Depuis 2010, les campagnes de vaccination visent uniquement les filles de 12 à 14 ans, afin de prévenir notamment le cancer du col de l’utérus. Cette vaccination rencontre beaucoup de succès en Flandre, où la couverture atteint 91%, moins en revanche en Wallonie et à Bruxelles, où seules 36 à 50% des jeunes filles sont vaccinées.

En 2017, le Conseil supérieur de la santé a remis à jour ses recommandations, en conseillant désormais de vacciner les filles et les garçons entre 9 et 14 ans. On a découvert en effet que le HPV est impliqué dans un nombre croissant de cancers de la gorge, y compris chez les garçons.
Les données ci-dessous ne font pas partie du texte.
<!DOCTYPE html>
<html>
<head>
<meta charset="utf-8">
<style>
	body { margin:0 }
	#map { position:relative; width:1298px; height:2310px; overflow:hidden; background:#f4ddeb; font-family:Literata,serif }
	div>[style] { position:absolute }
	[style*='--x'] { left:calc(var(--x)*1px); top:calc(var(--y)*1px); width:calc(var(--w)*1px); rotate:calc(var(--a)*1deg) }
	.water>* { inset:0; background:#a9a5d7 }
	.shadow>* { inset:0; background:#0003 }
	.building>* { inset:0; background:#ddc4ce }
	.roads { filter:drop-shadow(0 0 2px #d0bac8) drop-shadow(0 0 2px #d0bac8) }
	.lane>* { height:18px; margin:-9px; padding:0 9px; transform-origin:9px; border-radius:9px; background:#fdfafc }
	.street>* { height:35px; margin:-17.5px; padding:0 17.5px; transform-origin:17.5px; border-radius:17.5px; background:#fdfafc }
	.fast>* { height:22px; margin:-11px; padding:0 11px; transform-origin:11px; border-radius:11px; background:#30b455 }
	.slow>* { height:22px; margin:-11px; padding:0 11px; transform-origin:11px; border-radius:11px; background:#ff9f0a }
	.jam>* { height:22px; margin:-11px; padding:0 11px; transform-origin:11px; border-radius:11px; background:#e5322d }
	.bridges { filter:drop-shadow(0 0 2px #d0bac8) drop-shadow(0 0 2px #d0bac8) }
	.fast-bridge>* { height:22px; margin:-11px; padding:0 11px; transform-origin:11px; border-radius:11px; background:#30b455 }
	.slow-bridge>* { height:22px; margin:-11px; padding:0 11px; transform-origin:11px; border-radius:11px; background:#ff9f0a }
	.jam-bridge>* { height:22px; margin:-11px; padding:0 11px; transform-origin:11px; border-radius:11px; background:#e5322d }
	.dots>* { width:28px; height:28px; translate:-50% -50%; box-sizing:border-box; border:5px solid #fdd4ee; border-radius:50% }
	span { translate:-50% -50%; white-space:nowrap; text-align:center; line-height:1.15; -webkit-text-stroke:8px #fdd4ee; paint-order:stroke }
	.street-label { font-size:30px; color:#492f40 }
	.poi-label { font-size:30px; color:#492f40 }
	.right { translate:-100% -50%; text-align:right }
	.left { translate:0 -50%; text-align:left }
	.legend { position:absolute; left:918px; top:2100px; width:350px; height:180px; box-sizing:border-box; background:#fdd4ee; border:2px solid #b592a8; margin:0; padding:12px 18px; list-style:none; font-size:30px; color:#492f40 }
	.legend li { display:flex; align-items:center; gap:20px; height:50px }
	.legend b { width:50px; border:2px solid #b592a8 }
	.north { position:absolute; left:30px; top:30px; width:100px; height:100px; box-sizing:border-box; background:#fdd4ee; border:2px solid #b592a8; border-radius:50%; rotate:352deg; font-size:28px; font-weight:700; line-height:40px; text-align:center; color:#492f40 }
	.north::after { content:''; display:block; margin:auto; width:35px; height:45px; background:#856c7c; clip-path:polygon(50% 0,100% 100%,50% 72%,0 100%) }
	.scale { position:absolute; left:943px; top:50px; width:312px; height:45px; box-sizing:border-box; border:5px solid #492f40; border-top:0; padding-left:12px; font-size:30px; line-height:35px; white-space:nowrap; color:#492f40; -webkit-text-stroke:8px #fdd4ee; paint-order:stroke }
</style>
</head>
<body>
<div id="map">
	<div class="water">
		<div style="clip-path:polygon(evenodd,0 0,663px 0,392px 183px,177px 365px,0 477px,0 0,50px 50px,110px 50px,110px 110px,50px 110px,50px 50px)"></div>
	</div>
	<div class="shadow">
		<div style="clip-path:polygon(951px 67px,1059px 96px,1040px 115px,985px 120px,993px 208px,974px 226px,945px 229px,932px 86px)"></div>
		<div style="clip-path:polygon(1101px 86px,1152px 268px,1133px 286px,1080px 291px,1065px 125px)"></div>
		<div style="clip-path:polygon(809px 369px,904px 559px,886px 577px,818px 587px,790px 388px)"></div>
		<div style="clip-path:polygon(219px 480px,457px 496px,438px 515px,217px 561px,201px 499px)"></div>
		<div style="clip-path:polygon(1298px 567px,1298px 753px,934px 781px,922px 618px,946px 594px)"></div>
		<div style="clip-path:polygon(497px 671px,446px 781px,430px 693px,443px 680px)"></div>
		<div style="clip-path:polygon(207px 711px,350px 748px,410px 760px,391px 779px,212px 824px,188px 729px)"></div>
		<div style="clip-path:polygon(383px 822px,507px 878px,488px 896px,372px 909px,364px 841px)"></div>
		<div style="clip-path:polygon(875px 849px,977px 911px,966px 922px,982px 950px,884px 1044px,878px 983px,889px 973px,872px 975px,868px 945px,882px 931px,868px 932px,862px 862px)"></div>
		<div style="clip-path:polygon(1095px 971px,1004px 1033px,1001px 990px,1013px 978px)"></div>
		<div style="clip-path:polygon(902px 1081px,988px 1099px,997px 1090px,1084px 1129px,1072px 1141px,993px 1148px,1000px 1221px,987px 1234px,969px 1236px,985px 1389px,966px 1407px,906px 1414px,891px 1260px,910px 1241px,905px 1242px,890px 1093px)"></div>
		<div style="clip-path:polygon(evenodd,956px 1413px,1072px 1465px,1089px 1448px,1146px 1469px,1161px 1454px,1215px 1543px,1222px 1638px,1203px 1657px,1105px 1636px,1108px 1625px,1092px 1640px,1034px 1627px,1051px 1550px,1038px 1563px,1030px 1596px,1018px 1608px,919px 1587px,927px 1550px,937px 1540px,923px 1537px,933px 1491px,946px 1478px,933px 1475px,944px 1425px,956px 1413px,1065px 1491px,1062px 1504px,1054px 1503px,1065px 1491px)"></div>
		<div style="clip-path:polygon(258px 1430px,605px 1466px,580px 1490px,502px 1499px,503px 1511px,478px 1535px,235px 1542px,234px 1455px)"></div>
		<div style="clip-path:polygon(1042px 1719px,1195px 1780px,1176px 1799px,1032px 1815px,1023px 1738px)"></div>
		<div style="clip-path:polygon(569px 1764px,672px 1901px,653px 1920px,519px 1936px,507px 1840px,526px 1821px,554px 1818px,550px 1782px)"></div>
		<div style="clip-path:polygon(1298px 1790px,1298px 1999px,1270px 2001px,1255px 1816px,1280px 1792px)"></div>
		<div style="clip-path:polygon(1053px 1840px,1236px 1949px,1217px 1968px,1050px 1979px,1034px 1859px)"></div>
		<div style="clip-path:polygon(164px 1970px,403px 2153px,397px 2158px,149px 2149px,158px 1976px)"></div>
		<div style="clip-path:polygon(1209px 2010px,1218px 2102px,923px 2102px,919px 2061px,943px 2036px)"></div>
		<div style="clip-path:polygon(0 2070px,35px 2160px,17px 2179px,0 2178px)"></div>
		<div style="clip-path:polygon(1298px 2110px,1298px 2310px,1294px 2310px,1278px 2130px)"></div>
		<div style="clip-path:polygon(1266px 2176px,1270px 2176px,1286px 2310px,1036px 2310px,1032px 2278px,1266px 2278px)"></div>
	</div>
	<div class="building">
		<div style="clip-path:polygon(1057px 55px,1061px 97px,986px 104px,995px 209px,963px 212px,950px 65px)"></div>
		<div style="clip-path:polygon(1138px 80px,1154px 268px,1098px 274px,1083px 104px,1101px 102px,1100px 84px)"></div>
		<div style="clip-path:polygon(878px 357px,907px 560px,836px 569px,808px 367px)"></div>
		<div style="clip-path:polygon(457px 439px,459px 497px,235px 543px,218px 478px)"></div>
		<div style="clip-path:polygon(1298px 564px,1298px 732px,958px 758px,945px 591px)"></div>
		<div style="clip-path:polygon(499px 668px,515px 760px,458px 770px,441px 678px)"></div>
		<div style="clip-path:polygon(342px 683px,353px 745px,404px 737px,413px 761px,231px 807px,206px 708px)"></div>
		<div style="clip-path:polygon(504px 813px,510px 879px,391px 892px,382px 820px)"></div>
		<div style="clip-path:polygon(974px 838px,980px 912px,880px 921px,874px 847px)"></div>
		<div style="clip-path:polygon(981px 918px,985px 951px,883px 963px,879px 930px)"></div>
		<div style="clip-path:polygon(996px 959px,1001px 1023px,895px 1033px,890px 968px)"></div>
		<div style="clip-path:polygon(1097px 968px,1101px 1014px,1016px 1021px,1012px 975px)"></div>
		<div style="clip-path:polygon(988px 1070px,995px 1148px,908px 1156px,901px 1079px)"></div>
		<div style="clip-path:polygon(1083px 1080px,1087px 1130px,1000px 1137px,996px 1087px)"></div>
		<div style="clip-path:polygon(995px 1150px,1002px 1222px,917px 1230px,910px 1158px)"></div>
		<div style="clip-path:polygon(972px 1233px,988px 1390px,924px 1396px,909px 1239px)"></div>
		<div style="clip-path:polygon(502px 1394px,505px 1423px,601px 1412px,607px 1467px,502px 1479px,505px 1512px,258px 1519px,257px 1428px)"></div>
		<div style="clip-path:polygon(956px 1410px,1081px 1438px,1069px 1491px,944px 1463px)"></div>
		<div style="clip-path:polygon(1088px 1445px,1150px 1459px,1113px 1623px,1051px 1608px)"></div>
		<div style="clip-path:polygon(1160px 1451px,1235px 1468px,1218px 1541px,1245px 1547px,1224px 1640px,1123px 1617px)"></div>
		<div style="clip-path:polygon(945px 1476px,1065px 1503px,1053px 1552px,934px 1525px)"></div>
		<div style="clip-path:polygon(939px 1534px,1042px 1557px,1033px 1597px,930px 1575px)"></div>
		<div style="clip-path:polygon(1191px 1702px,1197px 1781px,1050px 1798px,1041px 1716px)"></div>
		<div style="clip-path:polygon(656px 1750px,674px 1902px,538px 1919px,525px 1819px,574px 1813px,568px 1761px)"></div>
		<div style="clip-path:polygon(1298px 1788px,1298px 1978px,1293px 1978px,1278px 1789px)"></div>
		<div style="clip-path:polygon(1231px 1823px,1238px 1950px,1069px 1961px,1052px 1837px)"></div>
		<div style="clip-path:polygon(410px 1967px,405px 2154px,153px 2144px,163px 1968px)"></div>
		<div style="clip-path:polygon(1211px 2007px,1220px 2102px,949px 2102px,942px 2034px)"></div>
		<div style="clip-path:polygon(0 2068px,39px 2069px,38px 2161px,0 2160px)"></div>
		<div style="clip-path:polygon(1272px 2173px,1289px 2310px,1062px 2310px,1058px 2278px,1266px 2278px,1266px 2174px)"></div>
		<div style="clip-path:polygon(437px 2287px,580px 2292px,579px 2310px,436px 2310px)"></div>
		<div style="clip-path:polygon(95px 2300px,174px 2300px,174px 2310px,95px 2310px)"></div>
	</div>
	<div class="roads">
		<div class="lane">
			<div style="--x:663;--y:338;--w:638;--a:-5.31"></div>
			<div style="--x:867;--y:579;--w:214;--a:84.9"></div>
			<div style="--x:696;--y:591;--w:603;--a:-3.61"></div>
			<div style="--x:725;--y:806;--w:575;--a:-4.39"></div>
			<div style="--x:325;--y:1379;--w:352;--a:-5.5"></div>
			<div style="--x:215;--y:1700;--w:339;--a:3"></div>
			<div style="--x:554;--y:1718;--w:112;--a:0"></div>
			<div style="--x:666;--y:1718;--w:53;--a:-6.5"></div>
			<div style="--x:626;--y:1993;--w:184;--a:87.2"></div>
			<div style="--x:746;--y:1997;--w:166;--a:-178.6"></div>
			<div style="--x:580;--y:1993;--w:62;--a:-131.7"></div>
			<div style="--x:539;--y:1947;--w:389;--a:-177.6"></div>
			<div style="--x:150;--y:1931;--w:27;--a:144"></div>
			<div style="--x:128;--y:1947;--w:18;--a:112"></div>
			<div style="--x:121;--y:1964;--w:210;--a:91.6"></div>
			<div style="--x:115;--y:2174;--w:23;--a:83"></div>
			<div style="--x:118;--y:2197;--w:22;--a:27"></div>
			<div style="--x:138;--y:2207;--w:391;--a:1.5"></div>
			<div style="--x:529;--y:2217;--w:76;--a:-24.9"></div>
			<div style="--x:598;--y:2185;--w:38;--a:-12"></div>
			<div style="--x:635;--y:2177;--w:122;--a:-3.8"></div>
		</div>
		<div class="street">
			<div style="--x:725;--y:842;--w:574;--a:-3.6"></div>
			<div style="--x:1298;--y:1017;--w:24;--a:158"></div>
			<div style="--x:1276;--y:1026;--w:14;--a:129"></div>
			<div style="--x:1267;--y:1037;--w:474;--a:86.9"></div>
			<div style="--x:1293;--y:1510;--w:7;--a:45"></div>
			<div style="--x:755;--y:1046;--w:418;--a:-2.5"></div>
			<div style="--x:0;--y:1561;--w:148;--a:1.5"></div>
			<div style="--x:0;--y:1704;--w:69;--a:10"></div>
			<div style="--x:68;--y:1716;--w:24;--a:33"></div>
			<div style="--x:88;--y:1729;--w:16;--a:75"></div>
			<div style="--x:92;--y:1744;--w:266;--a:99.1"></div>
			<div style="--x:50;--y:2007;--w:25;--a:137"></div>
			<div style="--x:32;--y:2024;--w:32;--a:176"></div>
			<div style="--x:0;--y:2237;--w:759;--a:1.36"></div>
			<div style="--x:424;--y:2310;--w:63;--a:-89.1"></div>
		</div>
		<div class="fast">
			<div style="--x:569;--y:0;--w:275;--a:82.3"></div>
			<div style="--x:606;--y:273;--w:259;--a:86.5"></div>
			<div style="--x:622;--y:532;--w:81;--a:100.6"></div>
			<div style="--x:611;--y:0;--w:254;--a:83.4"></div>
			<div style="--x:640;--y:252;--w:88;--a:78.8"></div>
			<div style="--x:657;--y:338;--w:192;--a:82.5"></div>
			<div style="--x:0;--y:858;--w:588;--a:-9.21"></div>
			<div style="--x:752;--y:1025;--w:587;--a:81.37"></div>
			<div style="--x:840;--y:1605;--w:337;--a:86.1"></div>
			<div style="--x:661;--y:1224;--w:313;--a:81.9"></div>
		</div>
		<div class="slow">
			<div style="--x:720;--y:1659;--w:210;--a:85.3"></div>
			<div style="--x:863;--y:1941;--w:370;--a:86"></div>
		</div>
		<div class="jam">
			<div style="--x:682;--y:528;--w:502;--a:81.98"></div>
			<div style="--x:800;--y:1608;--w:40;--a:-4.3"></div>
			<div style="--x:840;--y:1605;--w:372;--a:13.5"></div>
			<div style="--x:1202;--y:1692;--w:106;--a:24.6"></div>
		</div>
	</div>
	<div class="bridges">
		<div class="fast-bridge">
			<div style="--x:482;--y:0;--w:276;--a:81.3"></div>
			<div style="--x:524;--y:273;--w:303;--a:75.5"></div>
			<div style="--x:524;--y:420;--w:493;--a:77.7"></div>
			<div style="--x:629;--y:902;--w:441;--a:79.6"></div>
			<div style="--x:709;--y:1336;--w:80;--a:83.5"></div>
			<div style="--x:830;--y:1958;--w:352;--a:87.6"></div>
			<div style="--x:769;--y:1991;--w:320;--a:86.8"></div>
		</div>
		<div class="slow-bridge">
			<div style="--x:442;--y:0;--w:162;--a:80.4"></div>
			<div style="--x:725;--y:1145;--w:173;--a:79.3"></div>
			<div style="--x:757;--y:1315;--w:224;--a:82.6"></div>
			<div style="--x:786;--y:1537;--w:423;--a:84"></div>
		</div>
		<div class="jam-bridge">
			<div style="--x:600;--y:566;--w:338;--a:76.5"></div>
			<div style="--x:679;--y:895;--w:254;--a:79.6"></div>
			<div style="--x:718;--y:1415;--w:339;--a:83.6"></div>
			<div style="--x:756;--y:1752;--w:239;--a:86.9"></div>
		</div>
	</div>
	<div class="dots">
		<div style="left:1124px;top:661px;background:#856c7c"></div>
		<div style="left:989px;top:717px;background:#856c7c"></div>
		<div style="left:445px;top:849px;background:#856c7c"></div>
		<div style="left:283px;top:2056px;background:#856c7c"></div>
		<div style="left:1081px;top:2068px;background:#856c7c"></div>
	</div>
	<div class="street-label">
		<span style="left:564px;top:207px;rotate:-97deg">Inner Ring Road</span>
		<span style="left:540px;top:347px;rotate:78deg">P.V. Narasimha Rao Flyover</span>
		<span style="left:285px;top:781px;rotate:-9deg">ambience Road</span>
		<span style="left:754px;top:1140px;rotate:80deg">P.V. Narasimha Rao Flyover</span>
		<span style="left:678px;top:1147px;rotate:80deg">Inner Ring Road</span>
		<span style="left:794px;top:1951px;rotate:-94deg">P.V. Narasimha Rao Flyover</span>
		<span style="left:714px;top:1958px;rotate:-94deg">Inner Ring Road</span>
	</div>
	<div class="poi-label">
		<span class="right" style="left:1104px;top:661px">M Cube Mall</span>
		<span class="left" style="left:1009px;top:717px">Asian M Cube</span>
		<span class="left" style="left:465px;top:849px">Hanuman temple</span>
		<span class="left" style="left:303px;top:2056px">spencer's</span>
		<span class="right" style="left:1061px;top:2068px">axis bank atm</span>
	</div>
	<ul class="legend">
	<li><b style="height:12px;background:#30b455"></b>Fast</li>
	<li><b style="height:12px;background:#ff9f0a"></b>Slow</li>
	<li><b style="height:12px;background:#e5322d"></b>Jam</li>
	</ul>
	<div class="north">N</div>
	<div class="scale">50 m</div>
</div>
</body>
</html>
Les autres cancers liés au HPV sont ceux de la vulve, du pénis et de l’anus.

La plupart des autres pays occidentaux suivent d’ailleurs la tendance qui est de vacciner.

Lobby anti-vaccin

Trois vaccins jugés "sûrs" par le KCE sont actuellement disponibles sur le marché: Cervarix, Gardasil et Gardasil 9.

S’ils sont efficaces pour prévenir la plupart des lésions précancéreuses liées au HPV, on ne dispose toutefois pas de données fiables sur la protection contre les cancers eux-mêmes, car le délai d’apparition d’un cancer est d’au moins 20 ans après l’infection par le virus.

Si le rapport coût efficacité de ces vaccins est jugé "favorable", le KCE estime que l’extension de la vaccination aux garçons est aussi une question d’équité, puisqu’on observe une progression des cancers liés au HPV chez les hommes.

"La question de l’acceptabilité est préoccupante, surtout en Wallonie."
Centre fédéral d’expertise des soins de santé

Le KCE s’inquiète en revanche des réticences que suscitent les vaccins en général dans le sud du pays. "La question de l’acceptabilité est préoccupante, (…) en particulier en Wallonie où le taux de couverture est faible et les lobbies anti-vaccins plus actifs."

Ce rapport du KCE était très attendu: les agences de santé des deux communautés devaient renouveler leurs appels d’offres pour l’achat de vaccins à la fin 2018. C’est pourquoi un rapport provisoire leur avait déjà été envoyé à la mi-octobre. Depuis lors, les deux communautés ont décidé d’étendre la vaccination contre le HPV aux garçons à partir de la rentrée de septembre 2019.